11 Visualisations of non-implausible space by wave

In this last section we present three visualisations that can be used to compare the non-implausible space identified at different waves of the process.

The first visualisation, obtained using the function wave_points, shows the distribution of the non-implausible space for the waves of interest. For example, let us plot the distribution of parameter sets at the beginning, at the end of wave one and at the end of wave two:

wave_points(list(initial_points, new_points, new_new_points), 
            input_names = names(ranges), p_size=1)

Here initial_points are in yellow, new_points are in green and new_new_points are in purple. We set p_size to 1 to make the size of the points in the plot smaller. The plots in the main diagonal show the distribution of each parameter individually: we can easily see that the distributions tend to become narrower each wave. In the off-diagonal boxes we have plots for all possible pairs of parameters. Again, the non-implausible region identified at the end of each wave clearly becomes smaller and smaller.
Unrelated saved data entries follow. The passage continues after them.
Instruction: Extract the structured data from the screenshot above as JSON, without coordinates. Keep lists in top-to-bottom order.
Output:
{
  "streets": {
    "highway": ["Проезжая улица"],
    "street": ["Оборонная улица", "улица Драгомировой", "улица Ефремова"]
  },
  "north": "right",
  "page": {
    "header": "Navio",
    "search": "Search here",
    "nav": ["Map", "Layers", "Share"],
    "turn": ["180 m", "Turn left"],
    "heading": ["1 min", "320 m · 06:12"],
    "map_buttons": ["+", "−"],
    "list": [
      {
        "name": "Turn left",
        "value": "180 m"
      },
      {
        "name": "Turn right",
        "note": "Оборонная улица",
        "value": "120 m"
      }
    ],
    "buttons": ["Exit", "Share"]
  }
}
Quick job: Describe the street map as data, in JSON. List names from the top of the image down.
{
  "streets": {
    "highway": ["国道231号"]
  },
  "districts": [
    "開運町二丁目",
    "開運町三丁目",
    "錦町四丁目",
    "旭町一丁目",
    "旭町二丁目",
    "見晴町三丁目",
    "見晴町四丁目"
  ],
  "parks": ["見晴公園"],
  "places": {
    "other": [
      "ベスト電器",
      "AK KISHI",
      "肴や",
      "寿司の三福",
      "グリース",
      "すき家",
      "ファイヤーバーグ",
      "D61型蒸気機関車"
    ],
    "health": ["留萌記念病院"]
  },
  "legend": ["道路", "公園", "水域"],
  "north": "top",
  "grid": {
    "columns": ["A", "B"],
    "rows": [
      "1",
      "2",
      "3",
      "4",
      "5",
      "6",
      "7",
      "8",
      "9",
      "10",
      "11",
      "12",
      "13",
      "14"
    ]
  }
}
The second visualisation allows us to assess how much better parameter sets at later waves perform compared to the original initial_points. Let us first create the dataframe wave2:

new_new_initial_results <- setNames(data.frame(t(apply(new_new_points, 1, 
                                    get_results, c(25, 40, 100, 200, 300, 350), 
                                    c('I', 'R')))), names(targets))
wave2 <- cbind(new_new_points, new_new_initial_results)

We now produce the plots using the function simulator_plot:

all_points <- list(wave0, wave1, wave2)
simulator_plot(all_points, targets)

We can see that, compared to the space-filling random parameter sets used to train the first emulators, the new parameter sets are in much closer agreement with our targets. While there wasn’t a single target matched by all parameter sets in wave zero, we have several targets matched by all parameter sets in wave 2 (I25, R25, R40, R100, R200). Subsequent waves, trained on the new parameter sets, will be more confident in the new non-implausible region: this will allow them to refine the region and increase the number of targets met.

Task
In the plot above, some targets are easier to read than others: this is due to the targets having quite different values and ranges. To help with this, simulator_plot has the argument normalize, which can be set to TRUE to rescale the target bounds in the plot. Similarly, the argument logscale can be used to plot log-scaled target bounds. Explore these options and produce visualisations that are easier to interpret.
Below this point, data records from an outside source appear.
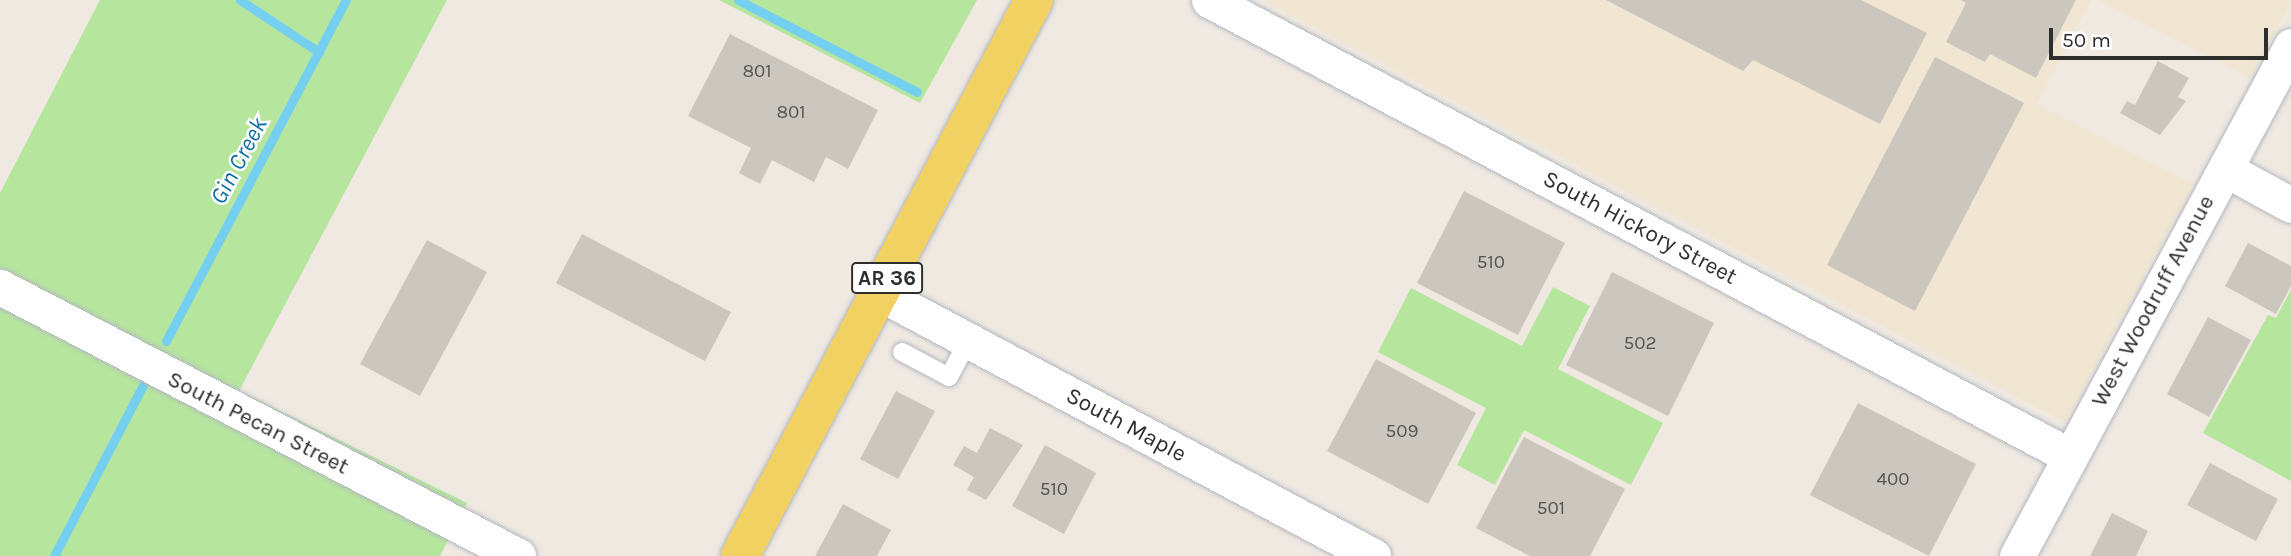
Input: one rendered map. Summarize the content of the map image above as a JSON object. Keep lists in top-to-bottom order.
{
  "streets": {
    "main road": ["AR 36"],
    "street": [
      "South Hickory Street",
      "West Woodruff Avenue",
      "South Pecan Street",
      "South Maple"
    ]
  },
  "crossings": [
    ["South Hickory Street", "West Woodruff Avenue"],
    ["AR 36", "South Maple"]
  ],
  "water": ["Gin Creek"],
  "house_numbers": [
    "801",
    "801",
    "510",
    "502",
    "509",
    "400",
    "510",
    "501"
  ],
  "scale_bar": "50 m"
}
In the third visualisation, output values for non-implausible parameter sets at each wave are shown for each combination of two outputs:

wave_values(all_points, targets, l_wid=1, p_size=1)

The main diagonal shows the distribution of each output at the end of each wave, with the vertical red lines indicating the lower and upper bounds of the target. Above and below the main diagonal are plots for each pair of targets, with rectangles indicating the target area where full fitting points should lie (the ranges are normalised in the figures above the diagonals). These graphs can provide additional information on output distributions, such as correlations between them. The argument l_wid is optional and helps customise the width of the red lines that create the target boxes, and p_size let us choose the size of the points.
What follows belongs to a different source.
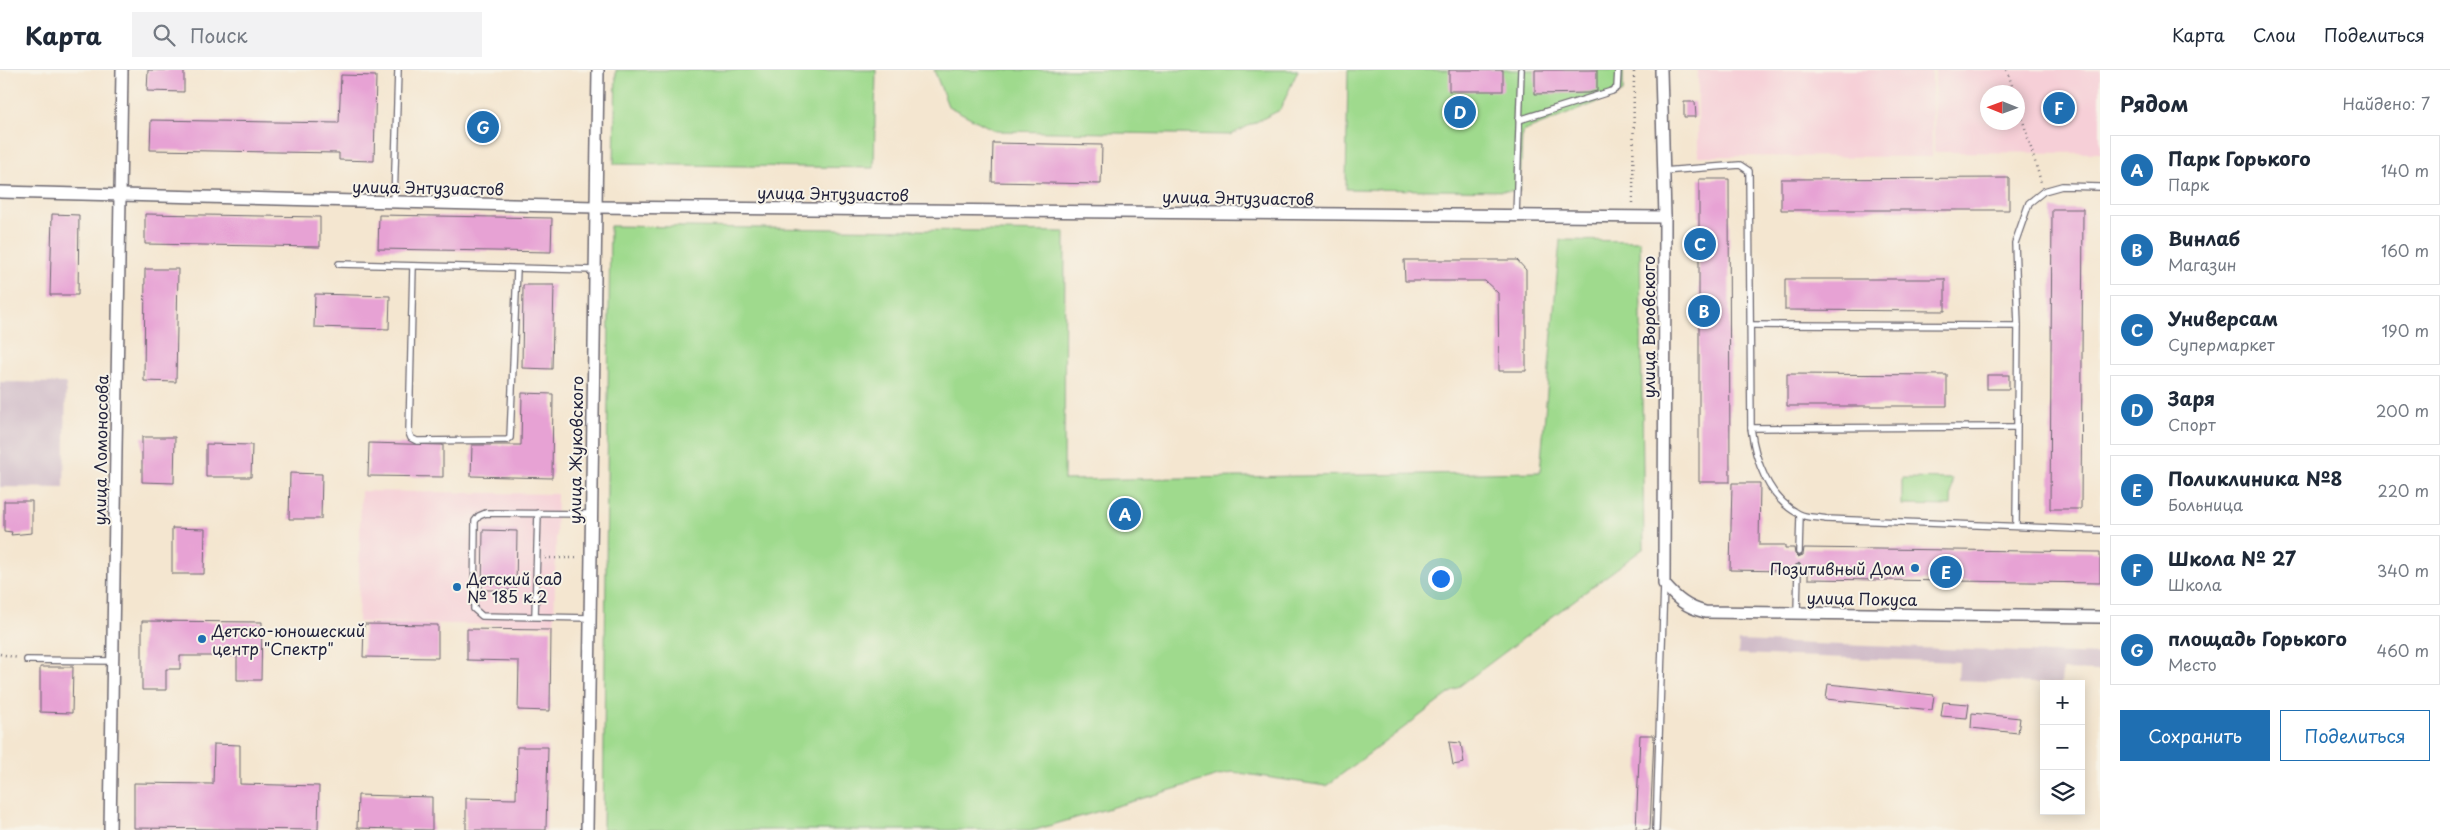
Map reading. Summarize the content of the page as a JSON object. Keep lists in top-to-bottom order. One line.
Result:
{"streets":{"street":["улица Энтузиастов","улица Воровского","улица Ломоносова","улица Жуковского","улица Покуса"]},"crossings":[["улица Энтузиастов","улица Воровского"],["улица Энтузиастов","улица Ломоносова"],["улица Энтузиастов","улица Жуковского"],["улица Воровского","улица Покуса"]],"places":["Позитивный Дом","Детский сад № 185 к.2","Детско-юношеский центр \"Спектр\""],"north":"left","page":{"header":"Карта","search":"Поиск","nav":["Карта","Слои","Поделиться"],"heading":["Рядом","Найдено: 7"],"pins":["F","D","G","C","B","A","E"],"list":[{"mark":"A","name":"Парк Горького","note":"Парк","value":"140 m"},{"mark":"B","name":"Винлаб","note":"Магазин","value":"160 m"},{"mark":"C","name":"Универсам","note":"Супермаркет","value":"190 m"},{"mark":"D","name":"Заря","note":"Спорт","value":"200 m"},{"mark":"E","name":"Поликлиника №8","note":"Больница","value":"220 m"},{"mark":"F","name":"Школа № 27","note":"Школа","value":"340 m"},{"mark":"G","name":"площадь Горького","note":"Место","value":"460 m"}],"map_buttons":["+","−"],"buttons":["Сохранить","Поделиться"]}}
In this workshop, we have shown how to perform the first two waves of the history matching process, using the hmer package. Since this is an iterative process, at the end of each wave we need to decide whether to perform a new wave or to stop. One possible stopping criterion consists of comparing the emulator uncertainty and the target uncertainty. If the former is larger, another wave can be performed, since new, more confident emulators can potentially help further reduce the non-implausible space. If it is smaller, training new emulators would not make a substantial difference, and additional waves would not be beneficial. We may also choose to stop the iterations when we get emulators that provide us with full fitting points at a sufficiently high rate. In such a case, rather than spending time training new emulators, we can simply use the current emulators to generate points until we find enough full fitting ones. Finally, we might end up with all the input space deemed implausible at the end of a wave. In this situation, we would deduce that there are no parameter sets that give an acceptable match with the data: in particular, this would raise doubts about the adequacy of the chosen model structure, or input and/or output ranges.